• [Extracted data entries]
----------

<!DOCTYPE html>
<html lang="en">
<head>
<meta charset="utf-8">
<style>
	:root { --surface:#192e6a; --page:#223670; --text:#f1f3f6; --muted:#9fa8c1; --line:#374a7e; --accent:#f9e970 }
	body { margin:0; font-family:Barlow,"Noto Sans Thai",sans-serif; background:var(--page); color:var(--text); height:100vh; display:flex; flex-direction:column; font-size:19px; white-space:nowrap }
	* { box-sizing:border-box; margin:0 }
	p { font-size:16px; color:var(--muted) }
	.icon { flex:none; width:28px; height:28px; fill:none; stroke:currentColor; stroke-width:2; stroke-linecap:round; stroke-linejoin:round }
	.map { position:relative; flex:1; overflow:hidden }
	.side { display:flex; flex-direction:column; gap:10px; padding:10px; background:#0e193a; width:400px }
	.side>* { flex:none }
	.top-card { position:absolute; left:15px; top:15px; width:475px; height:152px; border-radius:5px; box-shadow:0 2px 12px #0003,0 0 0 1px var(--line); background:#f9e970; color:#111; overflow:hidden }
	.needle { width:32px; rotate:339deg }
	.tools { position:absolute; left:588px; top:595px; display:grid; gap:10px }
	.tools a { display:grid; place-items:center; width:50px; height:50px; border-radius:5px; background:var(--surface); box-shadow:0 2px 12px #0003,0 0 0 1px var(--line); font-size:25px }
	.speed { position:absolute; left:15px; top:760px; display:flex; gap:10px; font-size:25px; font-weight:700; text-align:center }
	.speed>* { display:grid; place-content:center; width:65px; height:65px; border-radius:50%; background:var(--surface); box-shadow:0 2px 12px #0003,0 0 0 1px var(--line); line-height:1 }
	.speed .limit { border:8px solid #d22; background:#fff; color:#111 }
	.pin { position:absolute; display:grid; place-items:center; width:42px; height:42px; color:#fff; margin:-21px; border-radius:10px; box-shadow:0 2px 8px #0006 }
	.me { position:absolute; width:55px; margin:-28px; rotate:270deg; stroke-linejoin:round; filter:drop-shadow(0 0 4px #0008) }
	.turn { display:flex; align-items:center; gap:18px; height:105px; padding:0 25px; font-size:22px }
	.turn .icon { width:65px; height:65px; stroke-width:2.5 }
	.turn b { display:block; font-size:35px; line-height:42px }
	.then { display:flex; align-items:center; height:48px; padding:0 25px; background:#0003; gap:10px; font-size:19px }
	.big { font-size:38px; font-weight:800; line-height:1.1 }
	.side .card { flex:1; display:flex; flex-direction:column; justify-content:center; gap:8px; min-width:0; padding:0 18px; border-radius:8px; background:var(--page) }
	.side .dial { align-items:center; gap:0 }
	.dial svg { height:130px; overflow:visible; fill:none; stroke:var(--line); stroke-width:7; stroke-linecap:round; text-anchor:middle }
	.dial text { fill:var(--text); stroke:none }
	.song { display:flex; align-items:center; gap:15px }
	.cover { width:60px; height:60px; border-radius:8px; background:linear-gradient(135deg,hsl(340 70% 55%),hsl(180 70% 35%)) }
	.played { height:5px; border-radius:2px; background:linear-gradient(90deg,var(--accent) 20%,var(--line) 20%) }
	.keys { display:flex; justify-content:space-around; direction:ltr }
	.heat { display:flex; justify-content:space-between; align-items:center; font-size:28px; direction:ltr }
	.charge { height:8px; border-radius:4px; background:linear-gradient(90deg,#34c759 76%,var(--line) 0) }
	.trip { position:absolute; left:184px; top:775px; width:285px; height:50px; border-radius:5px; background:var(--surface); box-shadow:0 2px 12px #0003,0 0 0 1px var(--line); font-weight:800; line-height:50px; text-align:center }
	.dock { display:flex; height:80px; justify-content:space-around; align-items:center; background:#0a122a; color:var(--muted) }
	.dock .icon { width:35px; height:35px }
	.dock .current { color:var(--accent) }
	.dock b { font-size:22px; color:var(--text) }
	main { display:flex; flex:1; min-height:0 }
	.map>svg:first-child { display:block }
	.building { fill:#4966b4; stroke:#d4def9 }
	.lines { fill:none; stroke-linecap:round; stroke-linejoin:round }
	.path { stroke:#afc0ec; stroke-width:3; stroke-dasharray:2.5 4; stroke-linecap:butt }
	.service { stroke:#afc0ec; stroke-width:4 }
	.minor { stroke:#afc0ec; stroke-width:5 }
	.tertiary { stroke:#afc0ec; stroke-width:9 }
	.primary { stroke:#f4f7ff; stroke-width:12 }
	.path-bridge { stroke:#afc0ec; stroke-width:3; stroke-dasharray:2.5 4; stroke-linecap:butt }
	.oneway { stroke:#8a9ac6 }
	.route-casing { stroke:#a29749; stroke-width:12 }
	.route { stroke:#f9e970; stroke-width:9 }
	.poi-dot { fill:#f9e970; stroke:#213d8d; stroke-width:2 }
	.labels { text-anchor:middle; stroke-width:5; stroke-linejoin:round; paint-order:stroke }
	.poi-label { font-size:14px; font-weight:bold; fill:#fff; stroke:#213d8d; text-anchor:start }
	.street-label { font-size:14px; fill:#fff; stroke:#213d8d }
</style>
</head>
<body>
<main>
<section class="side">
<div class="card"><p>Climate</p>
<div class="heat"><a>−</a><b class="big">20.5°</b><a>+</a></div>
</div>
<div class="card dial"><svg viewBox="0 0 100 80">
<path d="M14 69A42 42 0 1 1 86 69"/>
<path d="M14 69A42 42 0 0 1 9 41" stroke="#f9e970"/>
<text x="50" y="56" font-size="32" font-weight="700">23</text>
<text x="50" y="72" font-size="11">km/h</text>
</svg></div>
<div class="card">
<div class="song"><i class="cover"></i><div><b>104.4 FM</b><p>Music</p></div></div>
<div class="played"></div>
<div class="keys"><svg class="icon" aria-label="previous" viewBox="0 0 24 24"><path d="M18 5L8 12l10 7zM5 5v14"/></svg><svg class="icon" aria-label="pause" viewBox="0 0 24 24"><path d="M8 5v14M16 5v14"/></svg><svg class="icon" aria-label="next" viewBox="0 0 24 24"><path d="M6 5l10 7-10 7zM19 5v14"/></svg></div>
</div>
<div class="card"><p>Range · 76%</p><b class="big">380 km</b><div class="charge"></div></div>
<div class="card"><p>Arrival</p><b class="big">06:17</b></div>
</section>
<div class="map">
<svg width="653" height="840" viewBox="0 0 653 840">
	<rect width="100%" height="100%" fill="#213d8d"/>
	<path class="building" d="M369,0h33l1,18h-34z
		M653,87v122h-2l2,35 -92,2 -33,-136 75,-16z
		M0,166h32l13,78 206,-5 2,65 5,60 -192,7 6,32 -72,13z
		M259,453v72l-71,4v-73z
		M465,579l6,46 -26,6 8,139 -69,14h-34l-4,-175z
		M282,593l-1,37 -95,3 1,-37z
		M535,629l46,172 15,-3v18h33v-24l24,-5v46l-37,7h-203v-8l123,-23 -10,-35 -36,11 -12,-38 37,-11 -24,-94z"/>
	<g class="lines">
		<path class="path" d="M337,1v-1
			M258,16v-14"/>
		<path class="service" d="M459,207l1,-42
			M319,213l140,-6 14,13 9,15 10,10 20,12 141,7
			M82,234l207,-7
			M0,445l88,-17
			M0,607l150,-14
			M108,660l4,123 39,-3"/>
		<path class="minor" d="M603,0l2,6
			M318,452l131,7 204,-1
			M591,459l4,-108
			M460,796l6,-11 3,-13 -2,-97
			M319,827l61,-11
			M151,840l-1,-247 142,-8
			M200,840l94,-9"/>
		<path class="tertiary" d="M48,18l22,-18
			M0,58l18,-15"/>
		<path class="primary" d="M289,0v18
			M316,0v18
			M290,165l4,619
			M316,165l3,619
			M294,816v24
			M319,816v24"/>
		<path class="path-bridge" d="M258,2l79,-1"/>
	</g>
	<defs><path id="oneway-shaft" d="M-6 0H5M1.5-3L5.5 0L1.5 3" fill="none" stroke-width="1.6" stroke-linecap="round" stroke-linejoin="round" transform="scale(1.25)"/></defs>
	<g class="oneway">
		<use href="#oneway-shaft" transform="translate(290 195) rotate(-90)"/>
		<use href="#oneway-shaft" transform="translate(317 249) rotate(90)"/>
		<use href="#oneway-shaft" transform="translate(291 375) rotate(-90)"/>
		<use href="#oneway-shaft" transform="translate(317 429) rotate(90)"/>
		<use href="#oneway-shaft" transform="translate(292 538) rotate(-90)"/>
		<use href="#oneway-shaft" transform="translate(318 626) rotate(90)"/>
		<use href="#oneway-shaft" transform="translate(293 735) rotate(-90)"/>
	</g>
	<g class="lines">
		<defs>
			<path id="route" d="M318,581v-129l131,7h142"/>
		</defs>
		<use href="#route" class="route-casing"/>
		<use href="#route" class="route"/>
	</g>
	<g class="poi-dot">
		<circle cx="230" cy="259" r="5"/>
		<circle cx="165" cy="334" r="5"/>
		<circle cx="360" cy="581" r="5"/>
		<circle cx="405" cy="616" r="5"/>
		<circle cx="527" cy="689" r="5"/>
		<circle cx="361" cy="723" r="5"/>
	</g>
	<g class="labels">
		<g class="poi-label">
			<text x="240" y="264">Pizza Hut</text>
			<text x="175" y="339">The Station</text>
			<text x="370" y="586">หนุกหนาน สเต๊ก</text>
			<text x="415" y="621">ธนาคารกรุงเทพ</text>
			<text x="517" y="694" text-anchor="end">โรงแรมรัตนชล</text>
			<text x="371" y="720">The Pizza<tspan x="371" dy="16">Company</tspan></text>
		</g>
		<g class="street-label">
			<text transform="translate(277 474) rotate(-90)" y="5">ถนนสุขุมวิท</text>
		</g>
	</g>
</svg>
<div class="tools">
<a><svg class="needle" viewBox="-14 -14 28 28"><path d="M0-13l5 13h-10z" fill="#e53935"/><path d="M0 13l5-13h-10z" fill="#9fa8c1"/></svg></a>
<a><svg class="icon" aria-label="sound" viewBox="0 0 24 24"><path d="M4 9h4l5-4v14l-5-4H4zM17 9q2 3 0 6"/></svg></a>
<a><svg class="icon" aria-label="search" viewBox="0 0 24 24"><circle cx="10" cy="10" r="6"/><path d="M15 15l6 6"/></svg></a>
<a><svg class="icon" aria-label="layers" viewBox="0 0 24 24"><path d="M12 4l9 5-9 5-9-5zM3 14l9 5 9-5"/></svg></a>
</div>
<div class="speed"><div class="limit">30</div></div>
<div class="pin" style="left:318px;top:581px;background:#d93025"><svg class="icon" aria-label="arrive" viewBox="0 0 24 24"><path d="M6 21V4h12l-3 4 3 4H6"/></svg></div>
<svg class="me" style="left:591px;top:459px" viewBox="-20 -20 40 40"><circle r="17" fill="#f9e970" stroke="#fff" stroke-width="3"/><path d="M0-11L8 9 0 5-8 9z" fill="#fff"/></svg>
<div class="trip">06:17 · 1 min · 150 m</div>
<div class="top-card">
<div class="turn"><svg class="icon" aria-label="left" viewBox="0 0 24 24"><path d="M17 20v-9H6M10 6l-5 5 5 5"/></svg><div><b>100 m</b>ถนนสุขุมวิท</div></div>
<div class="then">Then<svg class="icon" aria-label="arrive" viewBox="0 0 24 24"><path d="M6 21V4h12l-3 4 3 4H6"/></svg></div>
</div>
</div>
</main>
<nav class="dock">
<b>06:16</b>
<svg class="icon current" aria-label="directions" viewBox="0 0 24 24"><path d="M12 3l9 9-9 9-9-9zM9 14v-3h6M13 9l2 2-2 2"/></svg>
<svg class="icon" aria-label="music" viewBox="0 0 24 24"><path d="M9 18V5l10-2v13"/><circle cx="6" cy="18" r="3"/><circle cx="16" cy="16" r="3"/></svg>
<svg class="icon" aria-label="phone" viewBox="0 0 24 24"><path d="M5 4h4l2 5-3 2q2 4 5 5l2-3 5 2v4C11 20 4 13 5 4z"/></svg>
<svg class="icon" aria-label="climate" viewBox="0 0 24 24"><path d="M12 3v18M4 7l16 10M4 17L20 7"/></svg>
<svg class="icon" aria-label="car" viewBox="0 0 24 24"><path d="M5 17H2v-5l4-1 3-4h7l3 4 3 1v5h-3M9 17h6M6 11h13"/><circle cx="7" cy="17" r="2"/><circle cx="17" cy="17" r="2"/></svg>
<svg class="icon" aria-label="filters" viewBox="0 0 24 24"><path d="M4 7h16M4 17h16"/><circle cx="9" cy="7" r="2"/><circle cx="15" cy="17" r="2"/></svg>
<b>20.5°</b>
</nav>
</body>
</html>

----------

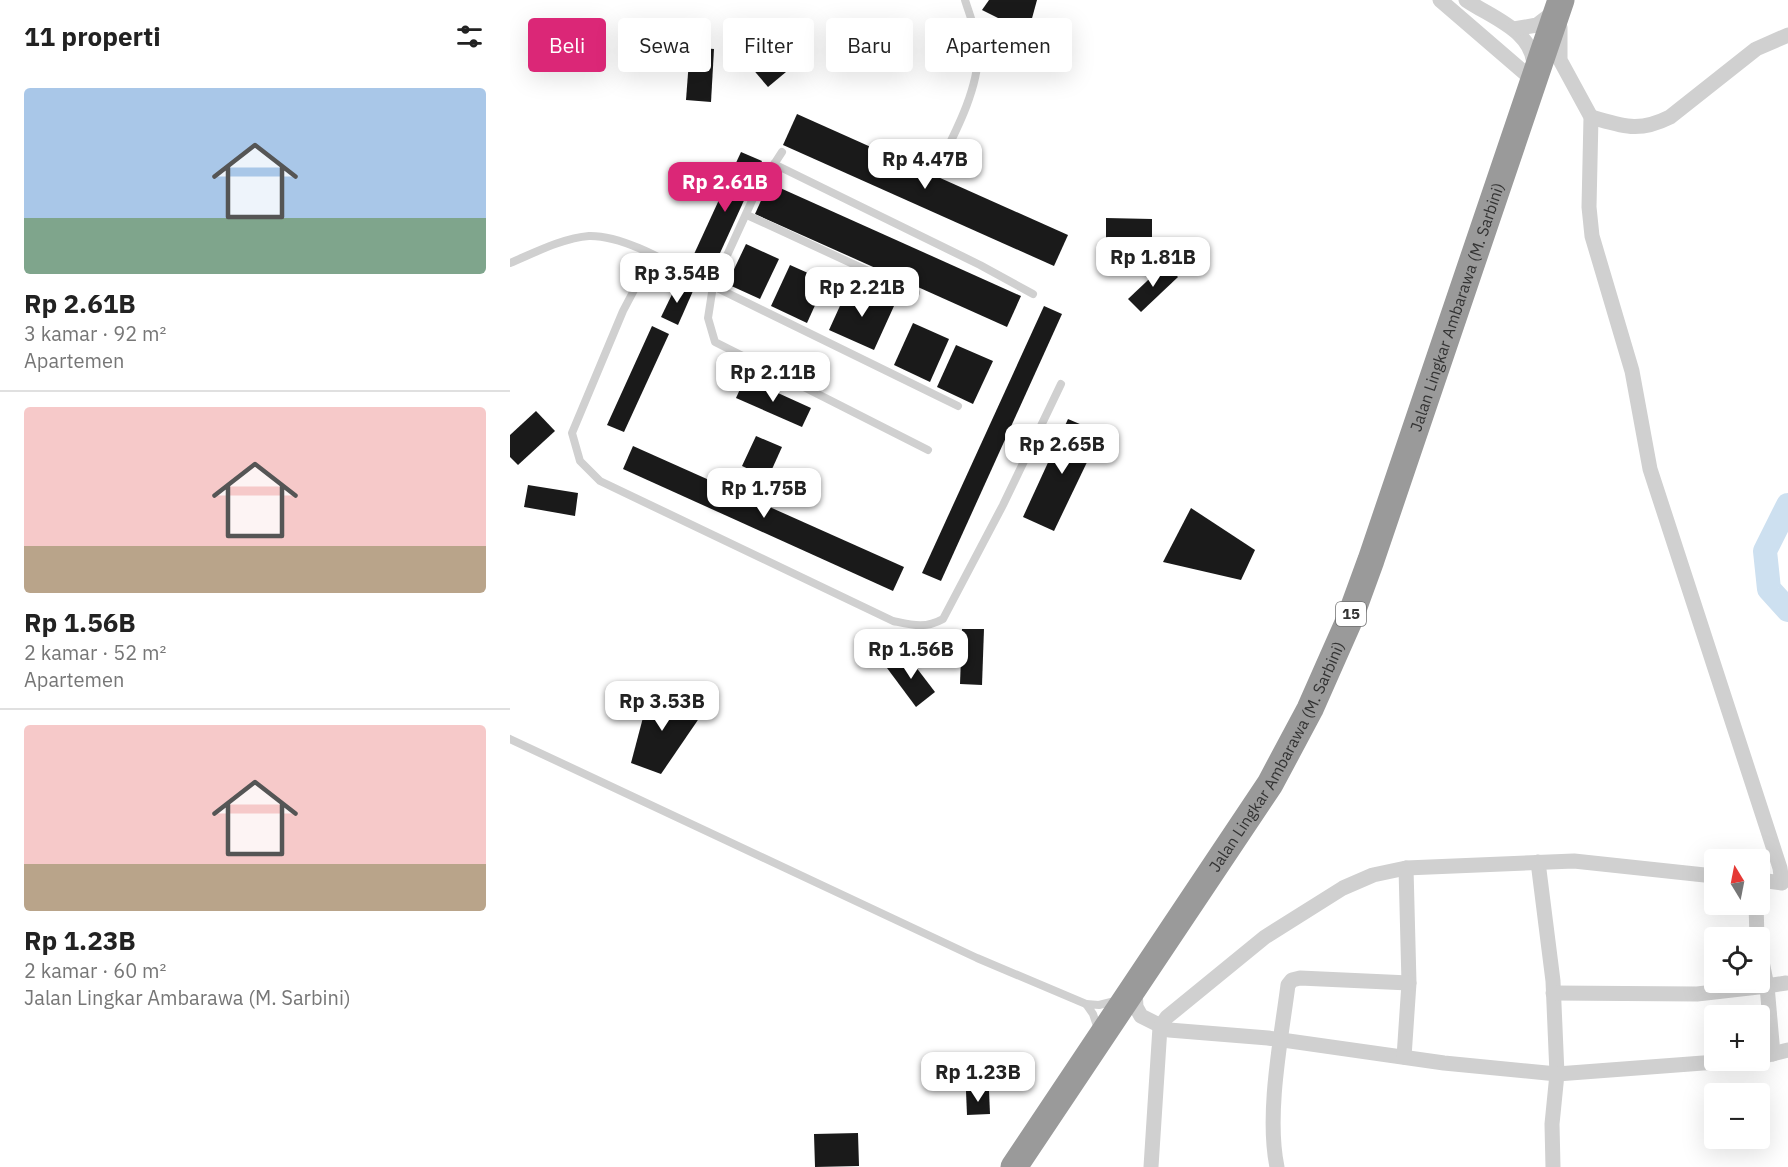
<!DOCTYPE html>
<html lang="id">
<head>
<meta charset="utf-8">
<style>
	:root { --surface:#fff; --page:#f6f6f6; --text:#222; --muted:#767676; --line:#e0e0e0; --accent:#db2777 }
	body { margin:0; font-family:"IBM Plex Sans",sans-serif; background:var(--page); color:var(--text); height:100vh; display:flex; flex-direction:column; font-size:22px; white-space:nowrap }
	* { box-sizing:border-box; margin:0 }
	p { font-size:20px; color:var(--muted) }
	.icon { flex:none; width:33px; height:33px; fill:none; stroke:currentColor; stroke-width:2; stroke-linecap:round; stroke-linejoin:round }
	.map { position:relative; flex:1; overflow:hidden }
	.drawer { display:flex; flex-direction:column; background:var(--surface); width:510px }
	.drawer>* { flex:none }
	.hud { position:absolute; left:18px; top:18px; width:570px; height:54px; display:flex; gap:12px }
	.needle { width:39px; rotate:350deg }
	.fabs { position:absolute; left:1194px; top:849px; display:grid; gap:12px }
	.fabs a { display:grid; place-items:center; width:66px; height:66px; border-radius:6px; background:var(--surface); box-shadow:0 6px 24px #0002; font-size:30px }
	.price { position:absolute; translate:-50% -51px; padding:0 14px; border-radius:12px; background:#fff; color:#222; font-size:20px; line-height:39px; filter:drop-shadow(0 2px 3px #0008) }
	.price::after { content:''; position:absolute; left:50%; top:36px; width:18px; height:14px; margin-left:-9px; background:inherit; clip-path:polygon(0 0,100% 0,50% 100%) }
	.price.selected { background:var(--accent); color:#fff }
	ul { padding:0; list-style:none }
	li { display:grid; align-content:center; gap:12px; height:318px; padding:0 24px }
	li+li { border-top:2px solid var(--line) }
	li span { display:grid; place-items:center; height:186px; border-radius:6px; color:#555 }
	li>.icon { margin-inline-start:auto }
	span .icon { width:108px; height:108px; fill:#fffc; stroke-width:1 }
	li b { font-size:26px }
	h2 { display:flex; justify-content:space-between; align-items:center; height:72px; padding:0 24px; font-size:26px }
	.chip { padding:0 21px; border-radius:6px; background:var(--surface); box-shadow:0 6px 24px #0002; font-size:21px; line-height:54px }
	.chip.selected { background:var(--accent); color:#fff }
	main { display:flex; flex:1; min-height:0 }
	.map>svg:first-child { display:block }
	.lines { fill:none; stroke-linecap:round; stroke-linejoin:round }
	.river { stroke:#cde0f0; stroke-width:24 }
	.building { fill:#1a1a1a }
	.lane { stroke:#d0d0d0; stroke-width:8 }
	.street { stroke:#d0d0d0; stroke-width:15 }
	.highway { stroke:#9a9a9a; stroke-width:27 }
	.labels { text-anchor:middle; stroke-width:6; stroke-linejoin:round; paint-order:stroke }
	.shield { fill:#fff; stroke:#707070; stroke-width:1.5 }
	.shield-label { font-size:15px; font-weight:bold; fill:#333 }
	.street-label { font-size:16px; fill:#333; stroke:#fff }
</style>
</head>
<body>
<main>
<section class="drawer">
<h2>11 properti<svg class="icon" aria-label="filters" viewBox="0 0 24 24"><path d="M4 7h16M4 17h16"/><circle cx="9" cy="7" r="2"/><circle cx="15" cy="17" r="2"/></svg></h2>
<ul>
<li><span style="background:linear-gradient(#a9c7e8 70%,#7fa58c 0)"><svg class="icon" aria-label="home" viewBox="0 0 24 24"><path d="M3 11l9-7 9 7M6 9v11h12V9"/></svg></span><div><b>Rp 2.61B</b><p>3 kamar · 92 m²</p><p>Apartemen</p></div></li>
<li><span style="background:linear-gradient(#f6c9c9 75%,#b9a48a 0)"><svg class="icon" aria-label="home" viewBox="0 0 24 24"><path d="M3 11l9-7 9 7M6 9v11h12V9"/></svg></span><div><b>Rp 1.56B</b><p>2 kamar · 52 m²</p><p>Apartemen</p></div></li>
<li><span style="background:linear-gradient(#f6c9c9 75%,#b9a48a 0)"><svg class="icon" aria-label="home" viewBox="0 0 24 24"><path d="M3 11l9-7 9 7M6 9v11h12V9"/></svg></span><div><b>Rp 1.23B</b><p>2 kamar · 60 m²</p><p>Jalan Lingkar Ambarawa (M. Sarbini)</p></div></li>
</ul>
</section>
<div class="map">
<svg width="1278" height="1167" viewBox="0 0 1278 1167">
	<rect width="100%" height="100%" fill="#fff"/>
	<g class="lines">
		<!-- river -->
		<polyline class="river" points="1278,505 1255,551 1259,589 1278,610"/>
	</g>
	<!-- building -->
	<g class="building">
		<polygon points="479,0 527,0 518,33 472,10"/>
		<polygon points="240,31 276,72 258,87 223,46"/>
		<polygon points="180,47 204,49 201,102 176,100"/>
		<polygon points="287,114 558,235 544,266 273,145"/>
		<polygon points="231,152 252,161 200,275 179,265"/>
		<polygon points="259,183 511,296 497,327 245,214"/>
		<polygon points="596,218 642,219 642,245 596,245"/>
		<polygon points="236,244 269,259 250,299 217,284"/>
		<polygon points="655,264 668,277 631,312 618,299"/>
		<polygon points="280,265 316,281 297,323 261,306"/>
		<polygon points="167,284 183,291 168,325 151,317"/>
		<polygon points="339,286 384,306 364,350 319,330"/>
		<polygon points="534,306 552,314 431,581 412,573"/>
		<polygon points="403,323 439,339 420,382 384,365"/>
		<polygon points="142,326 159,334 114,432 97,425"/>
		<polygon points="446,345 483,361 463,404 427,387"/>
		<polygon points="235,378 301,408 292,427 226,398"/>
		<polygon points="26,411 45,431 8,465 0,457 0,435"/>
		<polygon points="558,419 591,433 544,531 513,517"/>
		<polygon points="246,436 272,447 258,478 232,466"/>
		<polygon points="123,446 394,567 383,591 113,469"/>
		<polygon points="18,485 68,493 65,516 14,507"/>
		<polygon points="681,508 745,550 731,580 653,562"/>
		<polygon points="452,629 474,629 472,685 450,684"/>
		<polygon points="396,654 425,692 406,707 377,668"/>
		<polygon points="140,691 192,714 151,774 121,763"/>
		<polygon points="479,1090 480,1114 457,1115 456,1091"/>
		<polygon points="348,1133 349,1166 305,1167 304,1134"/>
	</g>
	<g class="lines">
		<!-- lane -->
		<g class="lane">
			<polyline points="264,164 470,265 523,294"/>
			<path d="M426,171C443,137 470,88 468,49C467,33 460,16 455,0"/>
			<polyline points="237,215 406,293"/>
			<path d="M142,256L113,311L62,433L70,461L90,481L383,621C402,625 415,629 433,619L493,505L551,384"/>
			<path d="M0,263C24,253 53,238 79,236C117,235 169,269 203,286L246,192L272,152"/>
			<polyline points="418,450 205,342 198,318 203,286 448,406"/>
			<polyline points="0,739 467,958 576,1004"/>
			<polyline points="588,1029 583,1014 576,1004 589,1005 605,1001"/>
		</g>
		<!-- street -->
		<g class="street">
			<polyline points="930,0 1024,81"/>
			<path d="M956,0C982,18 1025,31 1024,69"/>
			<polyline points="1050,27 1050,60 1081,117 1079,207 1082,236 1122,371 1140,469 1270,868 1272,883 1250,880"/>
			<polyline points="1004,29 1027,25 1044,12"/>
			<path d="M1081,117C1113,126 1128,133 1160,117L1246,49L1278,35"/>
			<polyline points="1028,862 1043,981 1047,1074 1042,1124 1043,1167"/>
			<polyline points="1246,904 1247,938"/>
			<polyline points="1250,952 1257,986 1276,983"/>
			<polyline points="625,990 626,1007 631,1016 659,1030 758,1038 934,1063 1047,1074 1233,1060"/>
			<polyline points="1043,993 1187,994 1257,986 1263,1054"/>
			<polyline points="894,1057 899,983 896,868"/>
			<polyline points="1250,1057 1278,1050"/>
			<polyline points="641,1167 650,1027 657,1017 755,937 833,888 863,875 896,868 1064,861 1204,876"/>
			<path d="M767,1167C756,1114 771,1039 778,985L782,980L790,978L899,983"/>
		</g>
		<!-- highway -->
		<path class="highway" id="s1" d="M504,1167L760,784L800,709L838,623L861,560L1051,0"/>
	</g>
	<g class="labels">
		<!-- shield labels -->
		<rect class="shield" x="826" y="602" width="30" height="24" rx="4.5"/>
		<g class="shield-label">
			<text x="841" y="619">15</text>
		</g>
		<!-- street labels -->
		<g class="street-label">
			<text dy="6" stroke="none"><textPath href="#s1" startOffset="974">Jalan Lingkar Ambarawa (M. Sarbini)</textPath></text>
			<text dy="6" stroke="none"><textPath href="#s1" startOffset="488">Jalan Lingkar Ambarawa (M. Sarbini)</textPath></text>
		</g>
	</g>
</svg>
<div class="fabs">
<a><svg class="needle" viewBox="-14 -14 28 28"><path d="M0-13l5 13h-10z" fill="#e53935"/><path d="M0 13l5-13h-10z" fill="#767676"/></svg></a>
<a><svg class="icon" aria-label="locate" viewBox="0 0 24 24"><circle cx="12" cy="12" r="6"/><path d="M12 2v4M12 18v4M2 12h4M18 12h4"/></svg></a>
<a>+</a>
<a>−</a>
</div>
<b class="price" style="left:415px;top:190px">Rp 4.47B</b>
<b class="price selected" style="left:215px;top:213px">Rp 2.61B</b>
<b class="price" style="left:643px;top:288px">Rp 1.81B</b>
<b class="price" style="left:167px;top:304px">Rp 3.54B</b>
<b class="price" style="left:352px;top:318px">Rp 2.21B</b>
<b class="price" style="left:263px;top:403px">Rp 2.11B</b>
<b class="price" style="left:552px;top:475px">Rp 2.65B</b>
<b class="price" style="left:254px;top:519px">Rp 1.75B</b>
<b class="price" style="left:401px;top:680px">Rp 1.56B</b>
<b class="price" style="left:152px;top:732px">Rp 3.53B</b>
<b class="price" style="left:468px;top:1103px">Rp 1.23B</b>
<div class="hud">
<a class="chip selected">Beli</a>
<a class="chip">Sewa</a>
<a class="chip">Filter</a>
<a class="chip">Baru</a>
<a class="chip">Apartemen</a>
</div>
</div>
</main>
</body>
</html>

----------

• [Task to carry out] Every line of the entries above that includes "drop" should be copied.

• [Solution to this problem]
	.me { position:absolute; width:55px; margin:-28px; rotate:270deg; stroke-linejoin:round; filter:drop-shadow(0 0 4px #0008) }
	.price { position:absolute; translate:-50% -51px; padding:0 14px; border-radius:12px; background:#fff; color:#222; font-size:20px; line-height:39px; filter:drop-shadow(0 2px 3px #0008) }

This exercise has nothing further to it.